2. The linking between text and dictionary, which is supposed to be bi-directional, is only really secure in the direction described above — that is, from the TLG text to the LSJ. If you try to go the other direction, that is, from a reference in the LSJ to the TLG, you are not likely to end up where you intended. In my brief (and unscientific) testing, only about 1 out of every 5 textual reference links will take you to the right spot in the given TLG text. Why is this? Well, here’s my theory (and I’m definitely willing to be corrected): the TLG has made it a point to include the most up-to-date Greek critical editions of its holdings, regularly replacing earlier editions. (As is well known, none of these editions includes critical apparatus, which is ostensibly how they avoid copyright infringement.) By contrast, the Perseus texts are all older, out-of-print editions (perhaps because of copyright? I’m not sure.). So why does the LSJ-to-TLG linking work at all? Well, many texts (Homer and the New Testament included) have had their verse-numbering structure set for a very long time, so the older texts and more recent texts share the same numbers. Click on any link to a Pausanias reference and you’ll be taken to a seemingly random place in the TLG text. By contrast, click on a reference to Sophocles and, most likely, you’ll find the spot you wanted. When it works, this is an incredible piece of software, but it is also infuriating to see the unrealized possibilities. To be fair, the actual text of many works has changed since their edition of the LSJ was published, so words can't always be expected to appear where they once did. And, further, the LSJ reference may refer only to a chapter of a work and not to a specific paragraph or line, so some close reading will be necessary.

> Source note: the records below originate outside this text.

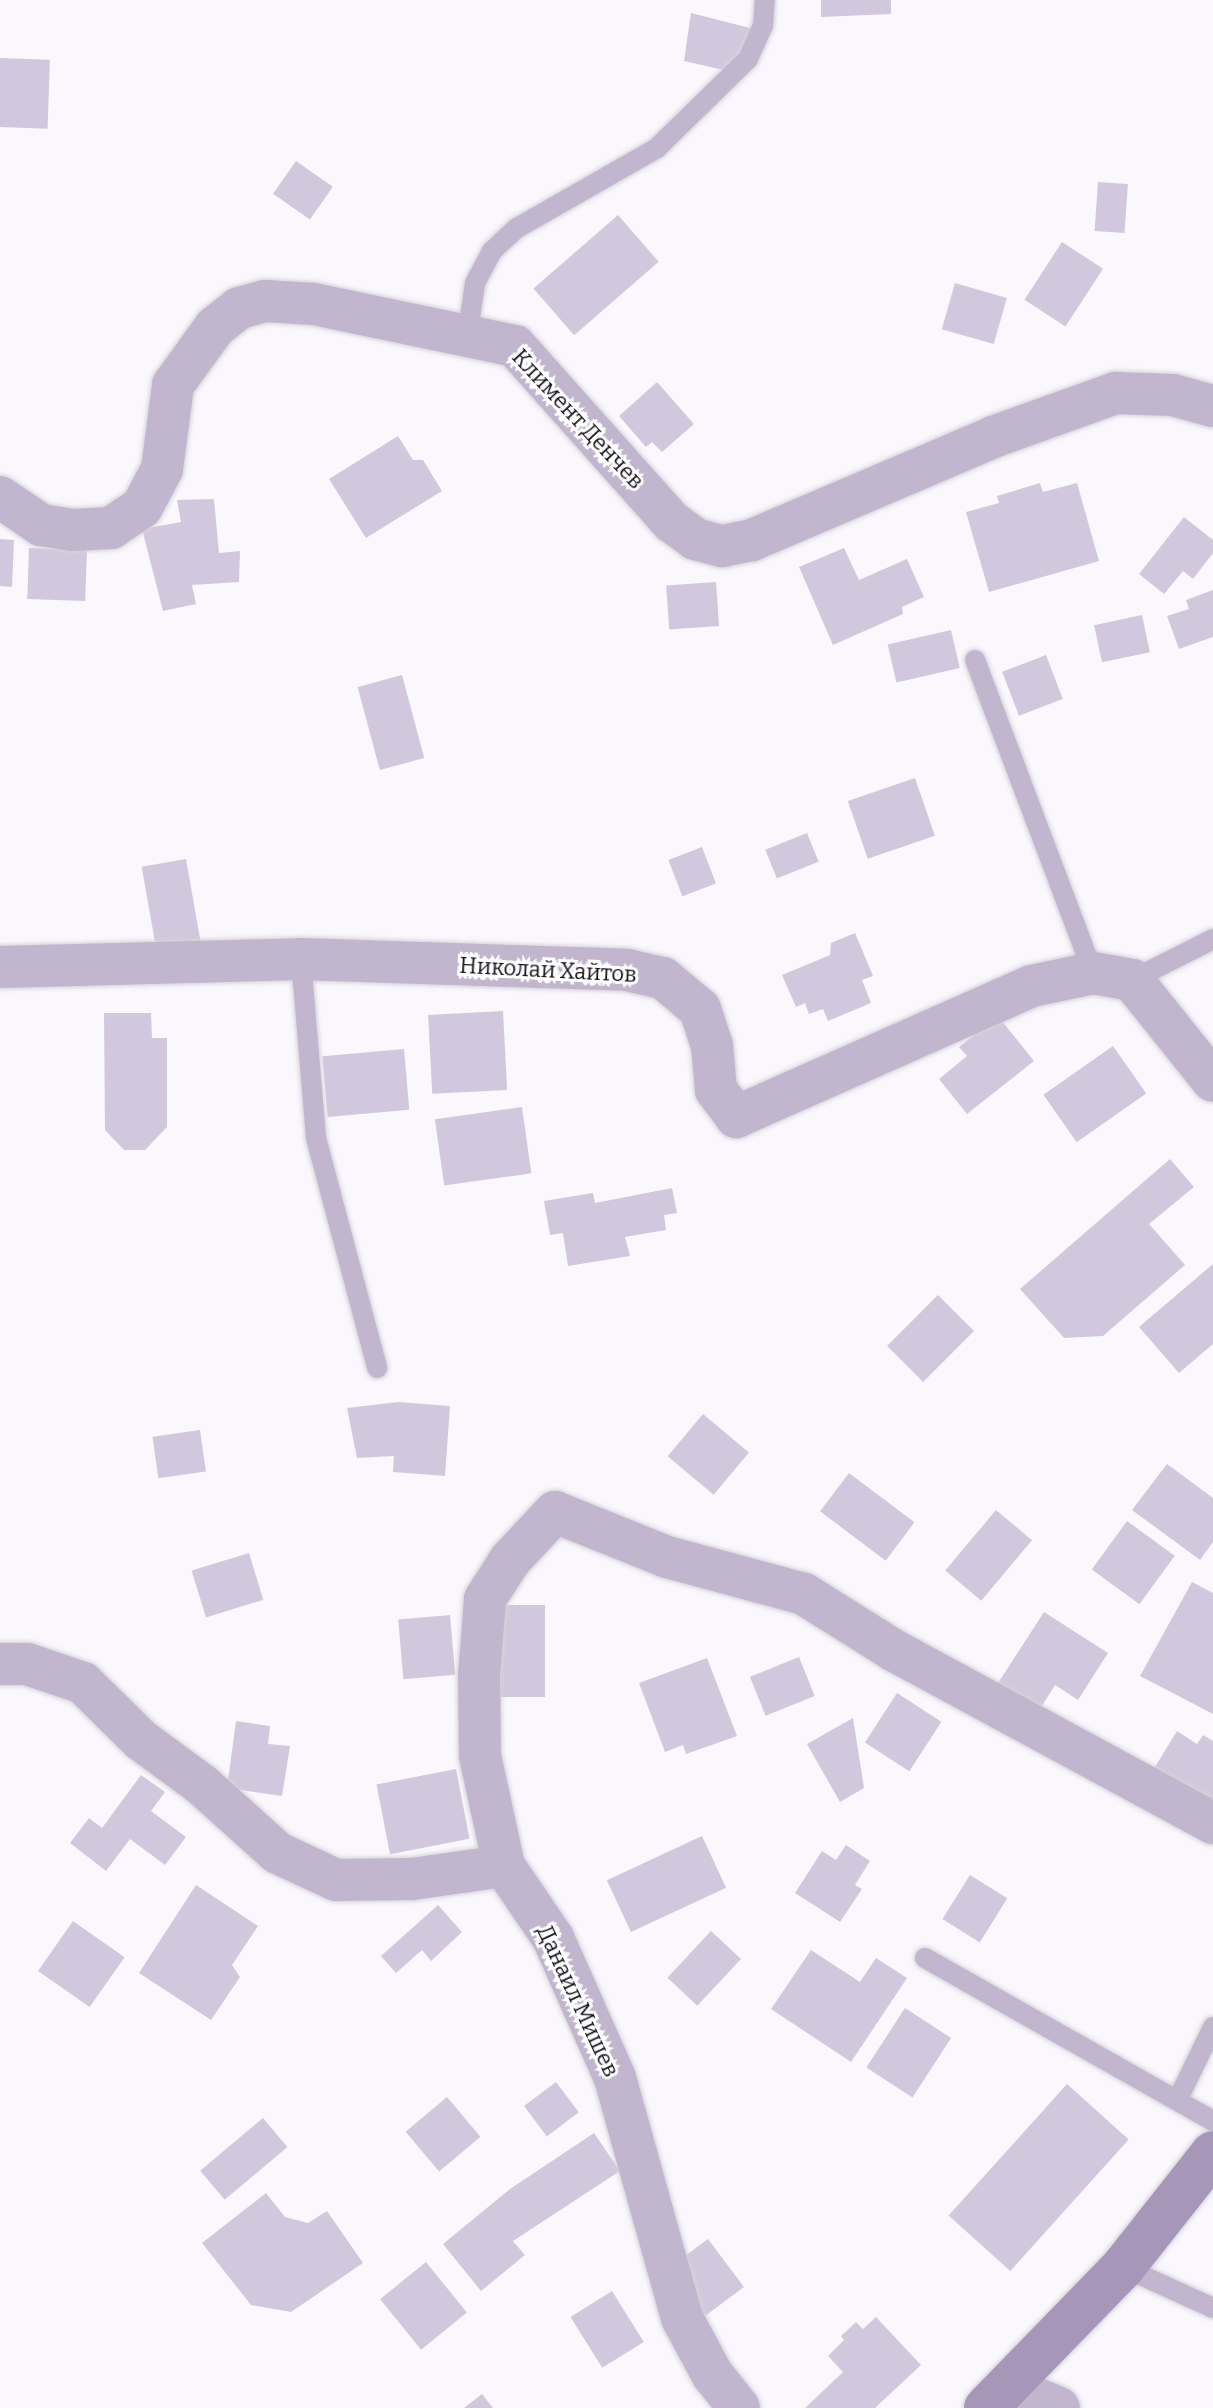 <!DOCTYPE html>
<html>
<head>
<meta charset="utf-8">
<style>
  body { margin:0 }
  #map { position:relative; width:1213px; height:2408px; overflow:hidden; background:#faf8fd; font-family:Bitter,serif }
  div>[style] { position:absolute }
  .building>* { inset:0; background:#d2c8dd; transform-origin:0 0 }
  .roads { filter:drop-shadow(0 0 2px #d5d3d8) drop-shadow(0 0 2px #d5d3d8) }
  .service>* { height:20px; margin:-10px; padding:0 10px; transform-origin:10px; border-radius:10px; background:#c1b6ce }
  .minor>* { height:42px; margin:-21px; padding:0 21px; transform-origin:21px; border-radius:21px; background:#c1b6ce }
  .secondary>* { height:44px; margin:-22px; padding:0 22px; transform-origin:22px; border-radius:22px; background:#a696b8 }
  span { translate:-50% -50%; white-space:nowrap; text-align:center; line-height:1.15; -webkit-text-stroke:6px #fff; paint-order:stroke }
  .street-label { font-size:22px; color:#141017 }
</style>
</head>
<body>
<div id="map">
  <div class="building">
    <div style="clip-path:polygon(821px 0,891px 0,891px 14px,821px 17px)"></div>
    <div style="clip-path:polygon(691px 13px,754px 29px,728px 71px,684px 61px)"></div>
    <div style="left:0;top:58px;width:50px;height:69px;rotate:2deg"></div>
    <div style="left:296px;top:161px;width:45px;height:40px;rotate:35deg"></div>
    <div style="left:1098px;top:182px;width:30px;height:49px;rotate:4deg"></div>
    <div style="left:618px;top:215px;width:62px;height:112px;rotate:49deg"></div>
    <div style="left:1062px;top:242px;width:49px;height:69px;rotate:33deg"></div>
    <div style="left:955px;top:283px;width:54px;height:48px;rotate:16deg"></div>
    <div style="clip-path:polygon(657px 382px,694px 424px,662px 452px,652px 442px,646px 447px,619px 416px)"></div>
    <div style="clip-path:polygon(398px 436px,413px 460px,423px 460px,442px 491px,366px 538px,329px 479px)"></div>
    <div style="clip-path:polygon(1040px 483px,1043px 492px,1077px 483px,1099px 561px,989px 592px,966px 512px,999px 503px,997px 496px)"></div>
    <div style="clip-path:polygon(214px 499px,219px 553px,240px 551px,239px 582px,192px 585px,196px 604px,163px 611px,142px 529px,181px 522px,177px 500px)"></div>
    <div style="clip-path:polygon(1184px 517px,1213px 540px,1213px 553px,1193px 579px,1183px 571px,1164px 594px,1139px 574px)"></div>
    <div style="clip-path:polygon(0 539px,14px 540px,12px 587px,0 586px)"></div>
    <div style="left:29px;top:548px;width:58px;height:51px;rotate:2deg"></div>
    <div style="clip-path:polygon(844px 548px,859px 580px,907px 559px,924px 597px,902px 607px,903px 614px,833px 645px,799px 567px)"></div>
    <div style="left:716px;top:582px;width:44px;height:50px;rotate:86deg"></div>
    <div style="clip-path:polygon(1213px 590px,1213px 637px,1179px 649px,1167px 616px,1189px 609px,1186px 600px)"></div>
    <div style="left:1142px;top:615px;width:38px;height:49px;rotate:78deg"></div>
    <div style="left:951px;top:630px;width:39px;height:65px;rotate:77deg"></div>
    <div style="left:1046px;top:655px;width:47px;height:47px;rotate:69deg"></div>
    <div style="left:402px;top:675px;width:86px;height:46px;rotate:75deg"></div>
    <div style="left:915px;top:778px;width:61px;height:71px;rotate:71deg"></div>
    <div style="left:807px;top:833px;width:31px;height:45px;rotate:68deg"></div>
    <div style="left:702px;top:847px;width:39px;height:36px;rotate:69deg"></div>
    <div style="left:186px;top:859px;width:89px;height:45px;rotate:80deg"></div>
    <div style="clip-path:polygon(855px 933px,873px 976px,862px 980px,871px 1003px,828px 1021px,823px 1009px,809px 1014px,805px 1003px,796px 1007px,782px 975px,830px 955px,831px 943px)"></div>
    <div style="left:503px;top:1011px;width:79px;height:75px;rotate:87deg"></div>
    <div style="clip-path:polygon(104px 1013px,151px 1013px,152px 1038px,167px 1038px,167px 1127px,145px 1150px,124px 1150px,105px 1130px)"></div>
    <div style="clip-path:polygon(998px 1016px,1034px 1061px,967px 1114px,939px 1079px,967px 1056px,959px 1047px)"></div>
    <div style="left:1113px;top:1046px;width:58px;height:85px;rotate:55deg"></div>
    <div style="left:404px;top:1049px;width:61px;height:82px;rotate:85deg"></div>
    <div style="left:522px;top:1107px;width:67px;height:88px;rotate:82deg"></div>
    <div style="clip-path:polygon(1170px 1159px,1194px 1187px,1149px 1224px,1185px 1265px,1103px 1336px,1064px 1338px,1020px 1289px)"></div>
    <div style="clip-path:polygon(672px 1188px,677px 1213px,664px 1215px,666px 1230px,625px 1237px,630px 1256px,568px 1266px,563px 1233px,550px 1235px,544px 1201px,593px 1193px,595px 1203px)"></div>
    <div style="clip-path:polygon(1213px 1264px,1213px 1344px,1179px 1373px,1139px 1327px)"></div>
    <div style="left:938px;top:1295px;width:51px;height:72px;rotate:45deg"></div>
    <div style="clip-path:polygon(398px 1402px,450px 1406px,445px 1476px,393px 1472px,394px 1456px,357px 1458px,347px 1408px)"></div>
    <div style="left:703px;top:1414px;width:60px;height:55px;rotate:40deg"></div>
    <div style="left:200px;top:1430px;width:42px;height:48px;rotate:82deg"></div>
    <div style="clip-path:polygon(1167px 1464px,1213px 1498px,1213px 1542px,1200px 1560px,1132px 1510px)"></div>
    <div style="left:849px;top:1473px;width:82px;height:48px;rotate:37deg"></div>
    <div style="left:996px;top:1510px;width:47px;height:79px;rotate:40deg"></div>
    <div style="left:1127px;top:1521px;width:59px;height:60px;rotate:36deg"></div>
    <div style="left:249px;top:1553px;width:49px;height:60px;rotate:73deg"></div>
    <div style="clip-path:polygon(1192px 1582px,1213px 1593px,1213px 1714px,1140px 1676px)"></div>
    <div style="left:493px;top:1605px;width:52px;height:92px"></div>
    <div style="clip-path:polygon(1044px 1612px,1108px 1653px,1078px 1700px,1055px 1685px,1040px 1709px,998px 1683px)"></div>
    <div style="left:450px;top:1615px;width:60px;height:52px;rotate:85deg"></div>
    <div style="left:799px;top:1657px;width:42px;height:53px;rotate:68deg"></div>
    <div style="clip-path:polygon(707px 1658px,737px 1736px,686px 1754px,683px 1745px,665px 1752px,639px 1683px)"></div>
    <div style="left:897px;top:1693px;width:53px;height:59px;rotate:33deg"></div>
    <div style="clip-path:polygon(853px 1718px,864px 1788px,840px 1802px,807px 1744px)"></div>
    <div style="clip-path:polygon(236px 1721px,270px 1726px,268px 1744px,290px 1746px,282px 1796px,227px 1788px)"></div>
    <div style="clip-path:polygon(1177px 1731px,1197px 1744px,1203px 1735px,1213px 1741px,1213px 1812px,1150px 1775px)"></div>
    <div style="left:456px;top:1769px;width:71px;height:81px;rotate:79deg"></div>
    <div style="clip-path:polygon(141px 1775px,165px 1792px,151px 1811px,186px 1837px,165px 1865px,130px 1839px,106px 1871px,70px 1843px,89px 1818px,102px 1828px)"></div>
    <div style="left:702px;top:1836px;width:57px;height:105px;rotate:65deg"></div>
    <div style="clip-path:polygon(846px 1845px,870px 1861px,855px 1885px,862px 1889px,840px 1922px,795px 1893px,822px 1851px,836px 1860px)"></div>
    <div style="left:970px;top:1875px;width:44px;height:52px;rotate:32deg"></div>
    <div style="clip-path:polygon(196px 1885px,258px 1926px,232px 1965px,240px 1977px,211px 2020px,139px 1973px)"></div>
    <div style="clip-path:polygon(438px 1905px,462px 1932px,431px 1961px,422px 1950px,396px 1973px,381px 1956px)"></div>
    <div style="left:73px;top:1921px;width:63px;height:61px;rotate:35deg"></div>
    <div style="left:711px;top:1931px;width:41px;height:64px;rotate:43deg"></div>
    <div style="clip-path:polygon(811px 1950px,860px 1982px,876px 1958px,907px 1978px,851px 2062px,771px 2009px)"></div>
    <div style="left:905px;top:2008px;width:55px;height:71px;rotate:33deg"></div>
    <div style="left:556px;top:2082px;width:38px;height:40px;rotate:53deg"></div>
    <div style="left:1067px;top:2084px;width:83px;height:177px;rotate:42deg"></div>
    <div style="left:447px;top:2097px;width:52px;height:54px;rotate:50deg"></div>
    <div style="left:263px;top:2118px;width:38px;height:82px;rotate:50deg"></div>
    <div style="clip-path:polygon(594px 2133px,620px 2171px,513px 2241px,525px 2255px,481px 2291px,443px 2244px,510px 2189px)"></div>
    <div style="clip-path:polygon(266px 2193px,285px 2217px,308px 2223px,327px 2211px,363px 2263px,291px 2312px,251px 2305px,202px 2243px)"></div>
    <div style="clip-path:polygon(708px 2239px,744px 2287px,705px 2316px,686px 2289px,695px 2283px,678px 2261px)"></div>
    <div style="left:426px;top:2262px;width:65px;height:59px;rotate:51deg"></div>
    <div style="left:612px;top:2291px;width:60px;height:49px;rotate:58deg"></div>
    <div style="clip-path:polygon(876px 2317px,921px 2365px,875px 2408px,805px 2408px,843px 2372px,828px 2356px,844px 2340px,841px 2336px,856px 2322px,863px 2329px)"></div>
    <div style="clip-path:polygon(482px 2394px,493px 2408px,464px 2408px)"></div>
  </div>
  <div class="roads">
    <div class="service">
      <div style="left:468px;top:332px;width:49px;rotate:-81.9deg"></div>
      <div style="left:475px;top:283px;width:36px;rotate:-62deg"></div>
      <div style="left:492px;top:251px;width:34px;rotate:-43deg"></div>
      <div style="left:517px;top:228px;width:161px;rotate:-29.7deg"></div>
      <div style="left:657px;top:148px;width:127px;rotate:-44.4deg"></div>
      <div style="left:748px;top:59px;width:36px;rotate:-66deg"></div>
      <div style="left:763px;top:26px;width:26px;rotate:-86deg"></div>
      <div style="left:975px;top:660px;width:335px;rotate:69.3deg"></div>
      <div style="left:301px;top:959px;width:180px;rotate:85.2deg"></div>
      <div style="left:316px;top:1138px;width:238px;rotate:75.1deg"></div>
      <div style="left:1132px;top:980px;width:91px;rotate:-26.8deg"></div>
      <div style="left:925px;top:1958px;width:331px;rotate:29.5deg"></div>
      <div style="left:1178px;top:2099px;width:80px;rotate:-64.1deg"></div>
      <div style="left:1123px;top:2267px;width:99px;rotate:24.5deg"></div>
    </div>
    <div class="minor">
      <div style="left:0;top:497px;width:50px;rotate:34.3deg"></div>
      <div style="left:41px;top:525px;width:32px;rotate:9deg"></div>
      <div style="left:73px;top:530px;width:38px;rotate:-3deg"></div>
      <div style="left:111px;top:528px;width:37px;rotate:-34deg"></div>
      <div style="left:142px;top:507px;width:43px;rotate:-62.2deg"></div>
      <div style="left:162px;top:469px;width:85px;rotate:-82.5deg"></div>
      <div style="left:173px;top:385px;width:72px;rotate:-54.1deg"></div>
      <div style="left:215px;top:327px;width:31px;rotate:-38deg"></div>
      <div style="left:239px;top:308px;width:27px;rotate:-15deg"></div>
      <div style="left:265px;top:301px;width:49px;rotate:3.5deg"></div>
      <div style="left:314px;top:304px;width:205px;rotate:11.8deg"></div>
      <div style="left:515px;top:346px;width:236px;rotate:48.3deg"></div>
      <div style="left:672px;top:522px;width:29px;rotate:36deg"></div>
      <div style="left:695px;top:539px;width:28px;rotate:15deg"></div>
      <div style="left:722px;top:546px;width:31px;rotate:-11deg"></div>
      <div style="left:752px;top:540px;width:262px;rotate:-23.1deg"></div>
      <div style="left:993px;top:437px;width:131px;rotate:-19.7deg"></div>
      <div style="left:1116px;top:393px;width:57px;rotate:2deg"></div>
      <div style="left:1173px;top:395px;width:41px;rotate:15.4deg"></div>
      <div style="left:0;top:967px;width:301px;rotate:-1.5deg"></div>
      <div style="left:301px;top:959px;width:326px;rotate:1.9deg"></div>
      <div style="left:627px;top:970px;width:37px;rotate:13deg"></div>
      <div style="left:663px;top:978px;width:48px;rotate:40deg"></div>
      <div style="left:700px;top:1009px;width:38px;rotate:72deg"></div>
      <div style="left:712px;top:1045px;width:45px;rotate:84.9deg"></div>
      <div style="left:716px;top:1090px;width:34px;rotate:53deg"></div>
      <div style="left:736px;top:1117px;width:324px;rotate:-23.9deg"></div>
      <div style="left:1032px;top:986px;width:62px;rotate:-12deg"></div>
      <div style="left:1093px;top:973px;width:40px;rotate:10deg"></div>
      <div style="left:1132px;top:980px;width:129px;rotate:51.3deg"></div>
      <div style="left:0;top:1664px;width:27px"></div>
      <div style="left:27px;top:1664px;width:59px;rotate:18.7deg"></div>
      <div style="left:83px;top:1683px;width:81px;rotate:44.5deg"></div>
      <div style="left:141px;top:1740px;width:74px;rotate:36.3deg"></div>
      <div style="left:201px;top:1784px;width:103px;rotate:41.9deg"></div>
      <div style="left:278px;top:1853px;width:64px;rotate:25deg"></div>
      <div style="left:336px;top:1880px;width:76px;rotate:-0.8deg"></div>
      <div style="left:412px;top:1879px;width:93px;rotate:-8deg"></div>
      <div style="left:504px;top:1866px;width:87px;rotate:55.8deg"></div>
      <div style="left:553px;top:1938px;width:153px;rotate:66.1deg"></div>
      <div style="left:615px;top:2078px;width:249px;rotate:74.4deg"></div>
      <div style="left:682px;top:2318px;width:64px;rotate:61.8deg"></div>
      <div style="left:712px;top:2374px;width:43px;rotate:51.5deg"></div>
      <div style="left:504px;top:1866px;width:113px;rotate:-102.3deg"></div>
      <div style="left:480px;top:1756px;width:80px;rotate:-90.7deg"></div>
      <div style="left:479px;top:1676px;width:77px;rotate:-85.5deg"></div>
      <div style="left:485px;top:1599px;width:46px;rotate:-57.3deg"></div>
      <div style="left:510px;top:1560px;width:66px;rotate:-46.8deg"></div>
      <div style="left:555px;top:1512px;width:121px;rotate:21.9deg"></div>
      <div style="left:667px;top:1557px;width:142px;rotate:15.1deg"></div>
      <div style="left:804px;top:1594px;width:107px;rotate:32.1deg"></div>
      <div style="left:895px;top:1651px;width:362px;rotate:28.4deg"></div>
      <div style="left:1009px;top:2387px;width:54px;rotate:22.8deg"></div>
    </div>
    <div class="secondary">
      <div style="left:986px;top:2408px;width:197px;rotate:-45.8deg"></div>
      <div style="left:1123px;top:2267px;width:145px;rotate:-51.7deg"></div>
    </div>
  </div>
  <div class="street-label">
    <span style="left:578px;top:419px;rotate:47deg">Климент Денчев</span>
    <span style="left:548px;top:970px;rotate:3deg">Николай Хайтов</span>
    <span style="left:578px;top:2001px;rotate:65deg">Данаил Мишев</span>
  </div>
</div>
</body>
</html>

So what’s next? Well, the links need to be fixed, obviously, though I’m not sure whether that is Diogenes’ or Perseus’ responsibility. Presumably the latter, though Perseus doesn’t link directly to the TLG (even though the reverse is sometimes true for translations and dictionaries). Still, the Logos/Libronix has no TLG capability as far as I am aware, and linking (for all its patchiness) is still the killer feature of Diogenes. Another killer feature is the cross-platform capability (Windows, Mac, and Linux). Logos has recently released the alpha version of its Mac client, which is welcome news to many but which is still vastly under-powered. For instance, you cannot search the LSJ by entry word in Greek; you have to scroll through the alphabet, painfully. Finally, Diogenes, like Logos, is Unicode compliant — a no-brainer these days, but it’s indicative of the quality of this app that even the Coptic texts from the PHI disc are treated properly with Unicode. Overall, it is a really nice piece of software — I like the browser style interface, which is the same across the three platforms. There’s a lot of hand-coding that will have to be done to get the LSJ-to-TLG links to work correctly, though presumably some of that could be automated. One suggestion offered by my colleague Gregory Smith is that Diogenes could issue a search for each LSJ reference, when it is clicked, to ensure that the text is really there in the TLG. This would slow things down, but at least you could trust that you’re linking to the right bit of text.

PS A final issue I should at least mention is that, as someone who works primarily with later Greek texts, I would love to see the web TLG corpus brought into the equation somehow. The E CDROM is still very valuable for local searching, but there’s much it does not include (as mentioned above). I’m not sure if I would prefer web queries or a downloadable package of all the TLG texts (surely that wouldn’t be that hard to produce). But in either case, access via Diogenes to the complete TLG is a desideratum.